Los primeros intentos de estudiar el mecanismo químico de esta ruta de fijación del CO2 vinieron de Richard Willstätter y Arthur Stoll a principios del S.XX. Como muchos otros científicos de su época, pensaban que la fotosíntesis requería de la combinación del CO2 con la clorofila y  la posterior fotoexcitación y producción de formaldehído que luego polimerizaba a hexosas. El modelo fotoquímico de Willstätter no convenció a Sam Ruben y Martin Kamen de la Universidad de California, Berkeley, que realizaron experimentos de marcaje radioactivo del CO2 con C11 para registrar los productos de períodos breves de fotosíntesis, tratando de identificar la naturaleza del primer compuesto sintetizado. Ruben y Kamen concluyeron que este primer compuesto producido era un ácido carboxílico y no un aldehído puesto que las sustancias marcadas obtenidas precipitaban con iones de calcio o bario y desprendían el CO2 marcado al tratarlas con pirolisis. Aunque con acierto determinaron la naturaleza del primer compuesto (el 3-fosfoglicerato), Ruben y Kamen no llegaron más allá, al  ser la vida media del isótopo utilizado de 22 minutos, dejando escaso tiempo para realizar los complejos análisis orgánicos que se requerían en la determinación de la naturaleza de los compuestos.

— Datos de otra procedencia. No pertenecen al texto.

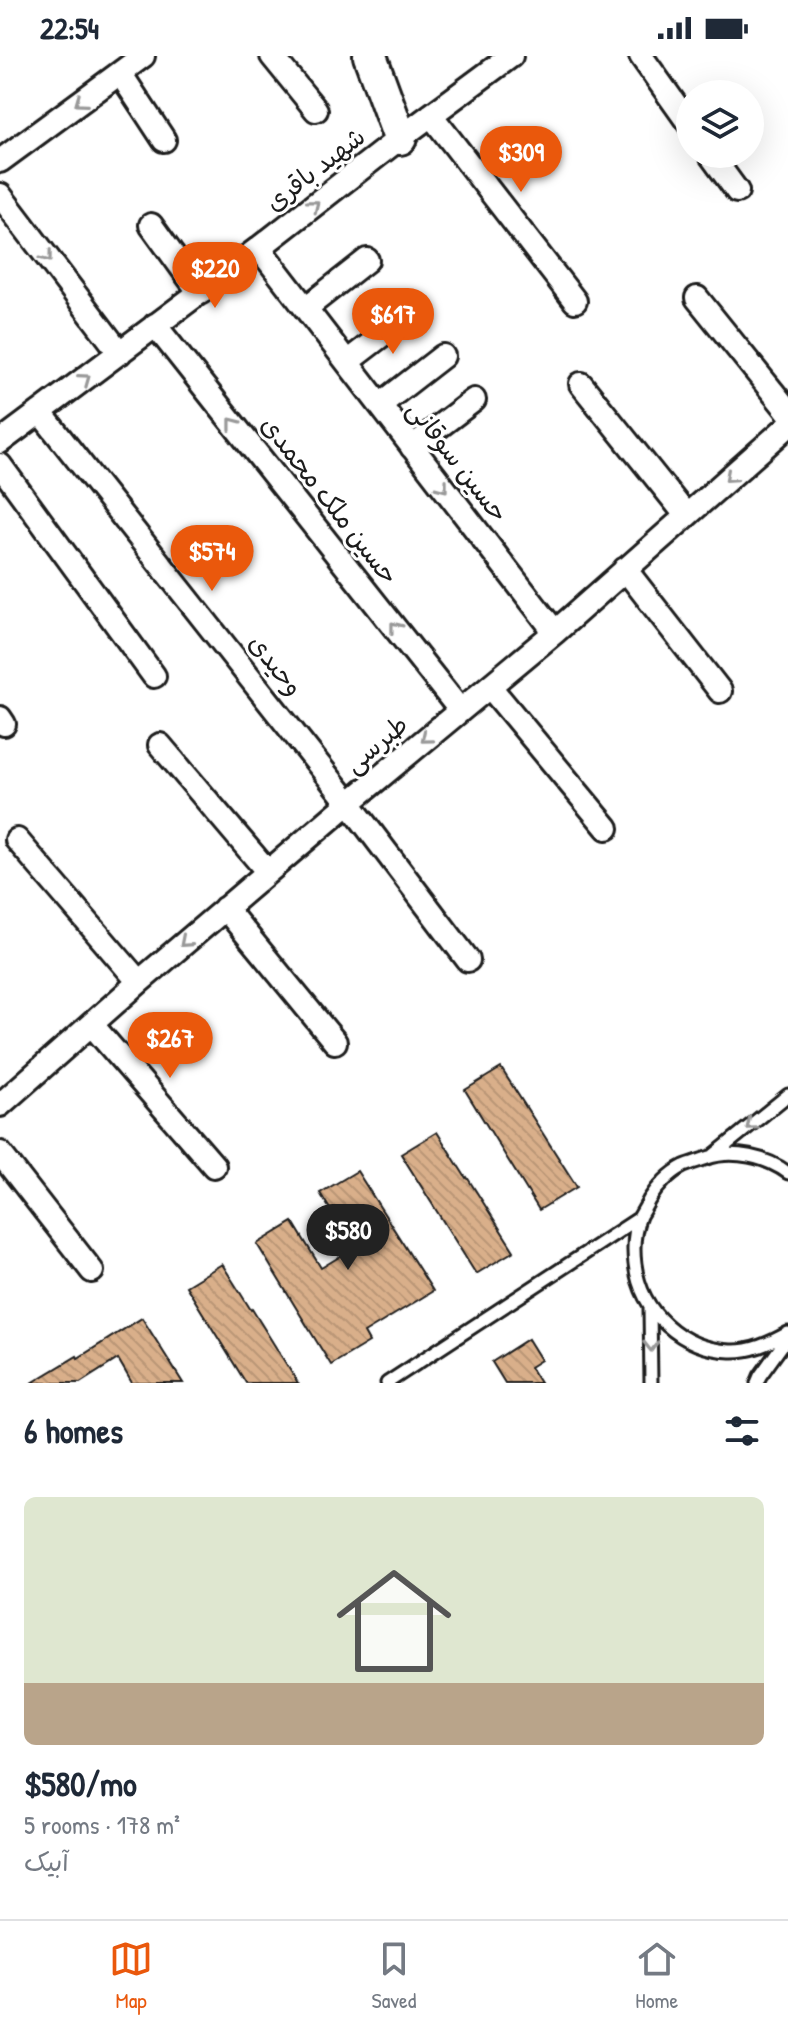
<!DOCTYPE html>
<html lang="en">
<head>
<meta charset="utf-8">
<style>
	body { margin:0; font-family:"Patrick Hand","Playpen Sans Arabic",sans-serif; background:#f6f6f7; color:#1f2937; height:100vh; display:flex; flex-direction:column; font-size:30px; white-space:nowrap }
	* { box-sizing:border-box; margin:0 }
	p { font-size:26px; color:#747a83 }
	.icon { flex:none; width:44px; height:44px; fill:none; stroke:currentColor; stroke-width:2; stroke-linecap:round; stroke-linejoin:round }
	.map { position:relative; height:1327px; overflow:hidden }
	.drawer { display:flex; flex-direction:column; background:#fff; flex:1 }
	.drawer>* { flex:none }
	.controls { position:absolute; left:676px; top:24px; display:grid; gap:16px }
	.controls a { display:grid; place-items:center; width:88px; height:88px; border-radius:50%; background:#fff; box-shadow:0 8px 32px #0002; font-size:40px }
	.price { position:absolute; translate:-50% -68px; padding:0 18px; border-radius:28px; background:#ea580c; color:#fff; font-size:26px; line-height:52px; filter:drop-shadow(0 2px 4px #0008) }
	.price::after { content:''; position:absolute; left:50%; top:48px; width:24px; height:18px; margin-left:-12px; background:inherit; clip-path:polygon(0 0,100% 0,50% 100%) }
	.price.on { background:#222; color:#fff }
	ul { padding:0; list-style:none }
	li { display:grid; align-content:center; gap:16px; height:424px; padding:0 24px }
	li+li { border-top:2px solid #e0e1e3 }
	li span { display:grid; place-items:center; height:248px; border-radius:12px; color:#555 }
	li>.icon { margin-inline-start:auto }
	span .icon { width:144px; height:144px; fill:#fffc; stroke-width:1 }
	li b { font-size:34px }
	h2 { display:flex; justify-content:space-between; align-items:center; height:96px; padding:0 24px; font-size:34px }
	.status { display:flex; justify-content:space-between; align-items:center; height:56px; padding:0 40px; background:#fff; direction:ltr }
	.status svg { height:22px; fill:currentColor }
	.menu { display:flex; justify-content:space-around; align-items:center; height:112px; border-top:2px solid #e0e1e3; background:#fff; font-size:22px; color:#747a83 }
	.menu a { display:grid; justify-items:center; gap:4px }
	.menu .on { color:#ea580c }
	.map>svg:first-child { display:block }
	.building { fill:url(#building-back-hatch); stroke:#1c1c1c; stroke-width:2 }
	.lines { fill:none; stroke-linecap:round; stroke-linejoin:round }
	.service-casing { stroke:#1c1c1c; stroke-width:17 }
	.minor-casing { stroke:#1c1c1c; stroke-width:28 }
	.secondary-casing { stroke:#1c1c1c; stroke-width:38 }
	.service { stroke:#fff; stroke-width:11 }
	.minor { stroke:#fff; stroke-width:22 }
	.secondary { stroke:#fff; stroke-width:32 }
	.oneway { stroke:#999 }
	.labels { text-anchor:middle; stroke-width:6; stroke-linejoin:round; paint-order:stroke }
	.street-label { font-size:26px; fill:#1c1c1c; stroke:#fff }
</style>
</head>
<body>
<div class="status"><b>22:54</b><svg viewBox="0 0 49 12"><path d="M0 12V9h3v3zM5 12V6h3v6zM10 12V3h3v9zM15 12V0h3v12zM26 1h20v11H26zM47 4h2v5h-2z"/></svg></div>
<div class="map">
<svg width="788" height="1327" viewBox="0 0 788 1327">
	<defs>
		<pattern id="building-back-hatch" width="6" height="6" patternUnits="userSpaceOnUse" patternTransform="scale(2)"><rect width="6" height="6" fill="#d9af8a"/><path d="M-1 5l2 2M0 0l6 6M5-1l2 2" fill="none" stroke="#ba9676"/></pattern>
	</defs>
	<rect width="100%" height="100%" fill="#fff"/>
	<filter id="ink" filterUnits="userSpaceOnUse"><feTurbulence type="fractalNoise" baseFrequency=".0125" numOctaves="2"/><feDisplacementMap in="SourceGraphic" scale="16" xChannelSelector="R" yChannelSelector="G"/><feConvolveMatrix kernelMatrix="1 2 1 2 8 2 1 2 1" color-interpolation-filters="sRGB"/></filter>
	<g filter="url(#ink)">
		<path class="building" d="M501,1012L577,1131L539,1154L465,1034Z
			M437,1076L466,1122L467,1121L514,1195L476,1218L401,1098Z
			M357,1115L433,1235L364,1277L369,1286L331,1309L257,1188L293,1166L321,1212L354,1192L320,1137Z
			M222,1208L251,1254L252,1253L298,1327H246L186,1230Z
			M142,1262L183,1327H132L118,1303L80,1327H32L77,1300L78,1302Z
			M528,1283L541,1304L530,1311L540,1327H505L492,1306Z"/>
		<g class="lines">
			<defs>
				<path id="service" d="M714,1099L788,1039
					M788,1117C767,1101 733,1093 707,1102C699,1105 691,1107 684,1110C670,1117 657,1131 649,1144C646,1150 643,1155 640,1160C634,1175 633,1193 635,1208C641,1257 682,1293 730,1295C751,1296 770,1287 788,1277
					M650,1252L651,1327
					M387,1327L639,1162
					M757,1327L760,1320L788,1281"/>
				<path id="minor" d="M272,0L316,54
					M641,0L690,69
					M120,17L164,84
					M431,59L575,245
					M710,98L737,135
					M0,105L143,0
					M0,139L120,297
					M151,169L200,237
					M259,192L555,576
					M697,242L788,355
					M306,252L367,204
					M155,269L460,654
					M347,306L411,257
					M581,328L686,459
					M380,349L443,300
					M40,356L349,747L468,904
					M0,386L259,192L400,82L511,0
					M412,391L474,344
					M0,409L154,620
					M625,513L720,635
					M490,631L607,772
					M0,662L4,668
					M160,689L268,816
					M17,784L139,926
					M225,852L335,986
					M92,969L214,1110
					M0,1049L139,926L349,747L555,576L788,370
					M0,1097L92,1215"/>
				<path id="secondary" d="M370,0L400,82"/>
			</defs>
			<use href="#service" class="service-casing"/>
			<use href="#minor" class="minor-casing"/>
			<use href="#secondary" class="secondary-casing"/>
			<use href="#service" class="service"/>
			<use href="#minor" class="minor"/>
			<use href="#secondary" class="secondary"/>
		</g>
		<defs><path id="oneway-chevron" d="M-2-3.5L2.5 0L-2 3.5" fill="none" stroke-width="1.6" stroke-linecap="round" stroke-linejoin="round" transform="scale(2)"/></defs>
		<g class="oneway">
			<use href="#oneway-chevron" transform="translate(80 46) rotate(144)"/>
			<use href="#oneway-chevron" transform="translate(314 149) rotate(-38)"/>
			<use href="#oneway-chevron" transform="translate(47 201) rotate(53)"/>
			<use href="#oneway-chevron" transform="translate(85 323) rotate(-36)"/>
			<use href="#oneway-chevron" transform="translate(233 367) rotate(-128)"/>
			<use href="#oneway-chevron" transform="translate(730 421) rotate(139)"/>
			<use href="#oneway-chevron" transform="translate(443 431) rotate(52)"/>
			<use href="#oneway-chevron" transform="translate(395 571) rotate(-128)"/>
			<use href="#oneway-chevron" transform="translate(426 682) rotate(140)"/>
			<use href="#oneway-chevron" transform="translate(185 886) rotate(139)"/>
			<use href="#oneway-chevron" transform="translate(751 1069) rotate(141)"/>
			<use href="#oneway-chevron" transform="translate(651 1290) rotate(89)"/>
		</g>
	</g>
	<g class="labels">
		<g class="street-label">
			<text transform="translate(315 113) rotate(-38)" y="9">شهید باقری</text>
			<text transform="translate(458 405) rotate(52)" y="9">حسین سوقانی</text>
			<text transform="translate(330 444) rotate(52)" y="9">حسین ملک محمدی</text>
			<text transform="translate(276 609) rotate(52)" y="9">وحیدی</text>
			<text transform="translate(376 688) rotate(-40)" y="9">طبرسی</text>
		</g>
	</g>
</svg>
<div class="controls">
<a><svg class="icon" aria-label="layers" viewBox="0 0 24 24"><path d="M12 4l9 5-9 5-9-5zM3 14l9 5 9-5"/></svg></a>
</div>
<b class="price" style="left:521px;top:138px">$309</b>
<b class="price" style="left:215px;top:254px">$220</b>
<b class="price" style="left:393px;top:300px">$617</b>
<b class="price" style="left:212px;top:537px">$574</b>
<b class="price" style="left:170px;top:1024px">$267</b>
<b class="price on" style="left:348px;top:1216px">$580</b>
</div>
<section class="drawer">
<h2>6 homes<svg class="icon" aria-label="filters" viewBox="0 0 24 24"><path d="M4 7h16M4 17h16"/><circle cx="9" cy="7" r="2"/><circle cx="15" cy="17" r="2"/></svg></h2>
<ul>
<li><span style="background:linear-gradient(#dfe7d0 75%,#b9a48a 0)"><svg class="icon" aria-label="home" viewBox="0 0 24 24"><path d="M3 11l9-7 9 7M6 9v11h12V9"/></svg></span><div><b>$580/mo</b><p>5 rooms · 178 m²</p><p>آبیک</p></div></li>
</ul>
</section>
<nav class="menu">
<a class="on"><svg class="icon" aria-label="map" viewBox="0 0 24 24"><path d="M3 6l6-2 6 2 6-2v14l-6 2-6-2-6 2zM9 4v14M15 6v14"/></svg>Map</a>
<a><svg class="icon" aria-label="saved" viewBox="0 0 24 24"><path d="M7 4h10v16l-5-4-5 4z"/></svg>Saved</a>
<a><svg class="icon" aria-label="home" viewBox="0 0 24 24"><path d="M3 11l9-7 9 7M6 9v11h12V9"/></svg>Home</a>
</nav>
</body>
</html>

Puesto que la corta vida media del C11 resultaba problemática para los experimentos, Kamen y Ruben junto con Ernst Lawrence, se embarcaron en la búsqueda del C14, más estable ( 5730 años). Tras probar todas las rutas nucleares considerables, finalmente tuvieron éxito. En 1942, Andrew Benson se incorporó al grupo de Kamen en Berkeley realizando numerosos experimentos con C11 marcado. Cuando sus compañeros hubieron descubierto el C14, empezó a experimentar con el alga unicelular Chlorella sp y el C 14 ( BaC14O3) recién aislado.

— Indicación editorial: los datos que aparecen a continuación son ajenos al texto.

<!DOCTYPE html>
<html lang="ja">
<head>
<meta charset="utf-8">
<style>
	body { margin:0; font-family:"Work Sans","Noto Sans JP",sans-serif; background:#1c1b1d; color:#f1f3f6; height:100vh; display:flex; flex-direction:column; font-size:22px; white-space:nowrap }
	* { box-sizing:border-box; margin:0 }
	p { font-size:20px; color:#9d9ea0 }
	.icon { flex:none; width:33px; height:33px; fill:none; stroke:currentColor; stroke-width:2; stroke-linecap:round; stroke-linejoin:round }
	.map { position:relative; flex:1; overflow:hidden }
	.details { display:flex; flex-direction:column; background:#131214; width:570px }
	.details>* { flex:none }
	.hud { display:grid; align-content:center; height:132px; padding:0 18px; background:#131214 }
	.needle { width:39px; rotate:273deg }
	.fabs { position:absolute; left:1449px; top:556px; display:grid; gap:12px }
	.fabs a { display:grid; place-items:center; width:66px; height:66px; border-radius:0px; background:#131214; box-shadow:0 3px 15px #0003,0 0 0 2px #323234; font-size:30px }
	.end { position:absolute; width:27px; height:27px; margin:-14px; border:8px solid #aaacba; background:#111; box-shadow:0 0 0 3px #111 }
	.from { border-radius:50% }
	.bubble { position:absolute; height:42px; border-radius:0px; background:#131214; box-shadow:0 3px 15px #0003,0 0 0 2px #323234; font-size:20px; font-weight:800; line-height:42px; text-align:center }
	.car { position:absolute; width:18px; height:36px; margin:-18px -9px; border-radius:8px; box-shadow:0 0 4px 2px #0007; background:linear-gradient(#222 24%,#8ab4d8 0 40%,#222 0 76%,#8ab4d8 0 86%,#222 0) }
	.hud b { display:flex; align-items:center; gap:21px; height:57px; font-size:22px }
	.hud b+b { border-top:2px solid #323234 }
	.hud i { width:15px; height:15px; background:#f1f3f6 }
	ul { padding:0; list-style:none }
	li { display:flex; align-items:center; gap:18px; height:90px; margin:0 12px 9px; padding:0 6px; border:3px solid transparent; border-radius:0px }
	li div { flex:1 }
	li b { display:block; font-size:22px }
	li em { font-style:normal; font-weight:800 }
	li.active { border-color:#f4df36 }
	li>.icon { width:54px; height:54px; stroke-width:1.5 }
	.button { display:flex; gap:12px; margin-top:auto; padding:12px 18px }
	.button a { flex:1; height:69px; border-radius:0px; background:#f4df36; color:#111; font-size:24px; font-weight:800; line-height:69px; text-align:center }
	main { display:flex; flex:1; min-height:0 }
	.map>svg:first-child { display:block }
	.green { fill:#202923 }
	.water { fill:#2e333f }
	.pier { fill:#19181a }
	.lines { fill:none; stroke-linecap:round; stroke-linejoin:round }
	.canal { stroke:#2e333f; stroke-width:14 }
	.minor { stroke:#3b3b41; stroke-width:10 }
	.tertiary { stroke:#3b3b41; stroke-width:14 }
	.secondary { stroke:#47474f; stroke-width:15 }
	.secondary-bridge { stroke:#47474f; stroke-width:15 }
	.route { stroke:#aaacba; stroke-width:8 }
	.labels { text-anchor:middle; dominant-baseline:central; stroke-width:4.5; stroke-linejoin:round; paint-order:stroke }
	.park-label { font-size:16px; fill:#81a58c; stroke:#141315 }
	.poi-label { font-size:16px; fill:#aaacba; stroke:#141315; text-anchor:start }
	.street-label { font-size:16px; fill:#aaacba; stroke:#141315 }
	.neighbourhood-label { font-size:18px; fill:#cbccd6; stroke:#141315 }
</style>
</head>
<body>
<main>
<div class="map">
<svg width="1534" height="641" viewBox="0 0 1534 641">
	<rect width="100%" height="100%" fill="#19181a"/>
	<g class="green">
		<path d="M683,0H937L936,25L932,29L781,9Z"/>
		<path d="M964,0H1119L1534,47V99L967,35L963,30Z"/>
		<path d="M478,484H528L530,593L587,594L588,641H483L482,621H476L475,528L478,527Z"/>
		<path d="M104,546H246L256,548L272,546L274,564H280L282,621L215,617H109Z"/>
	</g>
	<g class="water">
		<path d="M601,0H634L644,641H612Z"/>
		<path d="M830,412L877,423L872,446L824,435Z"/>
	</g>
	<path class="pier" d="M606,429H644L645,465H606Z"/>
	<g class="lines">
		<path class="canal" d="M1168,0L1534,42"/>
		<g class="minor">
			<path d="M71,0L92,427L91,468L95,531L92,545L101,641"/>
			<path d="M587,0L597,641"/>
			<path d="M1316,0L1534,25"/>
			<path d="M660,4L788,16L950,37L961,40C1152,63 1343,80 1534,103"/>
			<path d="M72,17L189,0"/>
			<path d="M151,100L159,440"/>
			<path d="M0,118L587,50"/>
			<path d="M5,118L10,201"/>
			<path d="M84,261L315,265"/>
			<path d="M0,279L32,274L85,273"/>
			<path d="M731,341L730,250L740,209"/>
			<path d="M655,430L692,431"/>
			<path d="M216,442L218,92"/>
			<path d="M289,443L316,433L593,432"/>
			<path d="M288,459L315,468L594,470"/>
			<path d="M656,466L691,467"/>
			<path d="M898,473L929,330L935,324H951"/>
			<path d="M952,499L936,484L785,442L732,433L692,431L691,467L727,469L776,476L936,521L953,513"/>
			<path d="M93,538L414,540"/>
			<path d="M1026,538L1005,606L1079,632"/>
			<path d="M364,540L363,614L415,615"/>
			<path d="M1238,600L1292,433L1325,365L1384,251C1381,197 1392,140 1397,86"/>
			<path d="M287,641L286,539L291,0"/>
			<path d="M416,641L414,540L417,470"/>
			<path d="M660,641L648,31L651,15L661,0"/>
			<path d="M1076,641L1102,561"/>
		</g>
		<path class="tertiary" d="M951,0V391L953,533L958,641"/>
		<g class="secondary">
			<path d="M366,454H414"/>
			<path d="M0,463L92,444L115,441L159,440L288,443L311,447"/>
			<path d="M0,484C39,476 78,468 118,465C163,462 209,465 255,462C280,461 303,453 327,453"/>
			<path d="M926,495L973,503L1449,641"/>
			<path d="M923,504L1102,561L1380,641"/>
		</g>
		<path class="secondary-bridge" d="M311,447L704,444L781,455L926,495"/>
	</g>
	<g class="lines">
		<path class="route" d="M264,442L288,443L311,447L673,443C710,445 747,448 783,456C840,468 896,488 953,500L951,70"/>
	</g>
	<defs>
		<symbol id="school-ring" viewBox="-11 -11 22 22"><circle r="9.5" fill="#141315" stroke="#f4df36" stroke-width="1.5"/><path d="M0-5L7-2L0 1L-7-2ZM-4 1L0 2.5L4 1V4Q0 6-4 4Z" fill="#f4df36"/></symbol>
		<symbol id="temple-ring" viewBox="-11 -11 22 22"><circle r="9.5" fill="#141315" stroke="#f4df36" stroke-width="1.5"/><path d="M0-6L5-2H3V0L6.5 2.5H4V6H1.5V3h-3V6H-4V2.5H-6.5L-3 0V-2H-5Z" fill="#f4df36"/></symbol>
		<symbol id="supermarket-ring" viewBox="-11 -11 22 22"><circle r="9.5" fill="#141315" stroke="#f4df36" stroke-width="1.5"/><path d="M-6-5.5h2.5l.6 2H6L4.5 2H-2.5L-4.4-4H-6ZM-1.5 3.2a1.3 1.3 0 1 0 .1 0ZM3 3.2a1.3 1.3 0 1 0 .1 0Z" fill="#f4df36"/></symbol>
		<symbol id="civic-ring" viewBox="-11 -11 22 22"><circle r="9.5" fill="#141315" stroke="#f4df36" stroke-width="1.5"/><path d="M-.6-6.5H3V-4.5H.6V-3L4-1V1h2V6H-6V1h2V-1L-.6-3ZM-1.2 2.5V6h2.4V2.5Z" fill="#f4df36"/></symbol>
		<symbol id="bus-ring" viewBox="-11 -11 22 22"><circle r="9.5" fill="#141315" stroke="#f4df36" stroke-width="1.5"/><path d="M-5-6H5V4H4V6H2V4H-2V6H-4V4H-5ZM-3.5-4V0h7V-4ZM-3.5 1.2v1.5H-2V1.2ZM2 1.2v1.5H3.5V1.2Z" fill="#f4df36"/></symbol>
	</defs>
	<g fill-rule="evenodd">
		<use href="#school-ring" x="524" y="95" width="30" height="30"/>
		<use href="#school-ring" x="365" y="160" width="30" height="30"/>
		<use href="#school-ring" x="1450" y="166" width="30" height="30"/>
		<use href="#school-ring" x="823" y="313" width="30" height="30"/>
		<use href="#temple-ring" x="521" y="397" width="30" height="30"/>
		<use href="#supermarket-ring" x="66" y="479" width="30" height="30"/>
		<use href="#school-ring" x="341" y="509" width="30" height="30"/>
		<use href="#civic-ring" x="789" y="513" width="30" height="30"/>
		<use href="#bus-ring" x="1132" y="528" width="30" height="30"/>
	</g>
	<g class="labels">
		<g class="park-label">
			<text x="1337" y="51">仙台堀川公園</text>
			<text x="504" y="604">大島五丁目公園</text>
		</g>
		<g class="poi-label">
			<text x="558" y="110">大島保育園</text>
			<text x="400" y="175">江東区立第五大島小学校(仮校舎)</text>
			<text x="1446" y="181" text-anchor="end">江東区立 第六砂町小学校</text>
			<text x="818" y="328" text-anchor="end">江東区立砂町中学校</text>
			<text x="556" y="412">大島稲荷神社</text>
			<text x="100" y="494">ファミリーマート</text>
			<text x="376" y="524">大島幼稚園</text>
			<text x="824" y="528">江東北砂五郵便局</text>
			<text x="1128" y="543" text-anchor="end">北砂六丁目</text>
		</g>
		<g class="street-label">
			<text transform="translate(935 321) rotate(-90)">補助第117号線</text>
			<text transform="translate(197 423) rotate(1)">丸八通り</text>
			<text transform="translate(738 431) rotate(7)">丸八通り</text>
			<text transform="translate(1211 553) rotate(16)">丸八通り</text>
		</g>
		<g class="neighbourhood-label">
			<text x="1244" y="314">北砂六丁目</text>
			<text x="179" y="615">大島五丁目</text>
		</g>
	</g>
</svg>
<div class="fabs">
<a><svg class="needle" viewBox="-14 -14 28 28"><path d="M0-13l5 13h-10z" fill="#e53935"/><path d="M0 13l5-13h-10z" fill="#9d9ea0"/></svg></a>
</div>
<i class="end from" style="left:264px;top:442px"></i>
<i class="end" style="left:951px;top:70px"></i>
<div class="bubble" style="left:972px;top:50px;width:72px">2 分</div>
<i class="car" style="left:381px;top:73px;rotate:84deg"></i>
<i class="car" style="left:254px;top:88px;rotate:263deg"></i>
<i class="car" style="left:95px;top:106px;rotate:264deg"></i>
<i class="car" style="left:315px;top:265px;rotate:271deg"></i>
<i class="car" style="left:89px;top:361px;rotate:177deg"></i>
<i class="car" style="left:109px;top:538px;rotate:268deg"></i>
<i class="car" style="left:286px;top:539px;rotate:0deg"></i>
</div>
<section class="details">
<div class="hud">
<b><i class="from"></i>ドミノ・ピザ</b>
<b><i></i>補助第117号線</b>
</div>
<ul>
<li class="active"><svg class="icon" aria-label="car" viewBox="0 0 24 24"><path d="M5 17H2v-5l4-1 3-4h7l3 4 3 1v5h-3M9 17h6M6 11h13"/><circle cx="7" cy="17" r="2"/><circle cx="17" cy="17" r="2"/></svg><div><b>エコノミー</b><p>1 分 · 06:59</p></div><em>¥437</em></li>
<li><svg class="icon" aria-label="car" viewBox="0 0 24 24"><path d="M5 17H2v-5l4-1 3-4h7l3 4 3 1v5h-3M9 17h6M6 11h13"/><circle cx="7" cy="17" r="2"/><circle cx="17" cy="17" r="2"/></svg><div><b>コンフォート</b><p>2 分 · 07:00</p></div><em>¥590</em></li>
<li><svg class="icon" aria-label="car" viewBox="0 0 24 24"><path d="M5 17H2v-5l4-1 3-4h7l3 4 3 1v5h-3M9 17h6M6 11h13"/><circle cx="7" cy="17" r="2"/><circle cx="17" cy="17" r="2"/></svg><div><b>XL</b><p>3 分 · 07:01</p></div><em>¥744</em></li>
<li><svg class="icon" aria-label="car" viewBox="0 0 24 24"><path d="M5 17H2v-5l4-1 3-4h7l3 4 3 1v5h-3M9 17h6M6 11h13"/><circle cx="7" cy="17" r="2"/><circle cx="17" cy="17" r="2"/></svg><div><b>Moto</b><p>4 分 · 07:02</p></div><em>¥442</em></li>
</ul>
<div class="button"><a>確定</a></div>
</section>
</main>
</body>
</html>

En 1943, Ruben murió en un accidente con fosgeno, dejando la elucidación de la ruta de fijación del carbono sin su líder. En 1945 Melvin Calvin fue reclutado por Ernst Lawrence para continuar con los trabajos sobre la fotosíntesis en el laboratorio de radiación de la Universidad de California. Melvin invitó a Benson a participar en el proyecto. Llevaron a cabo experimentos con pre-iluminación, amplificando  la fijación del CO2, y análisis de los resultados con cromatografías. El enfoque fue fructífero y Melvin Calvin y Andrew Benson presentaron los artículos “The path of carbon in photosynthesis “ falsando definitivamente  la  teoría del formaldehído que había perdurado durante más de 60 años.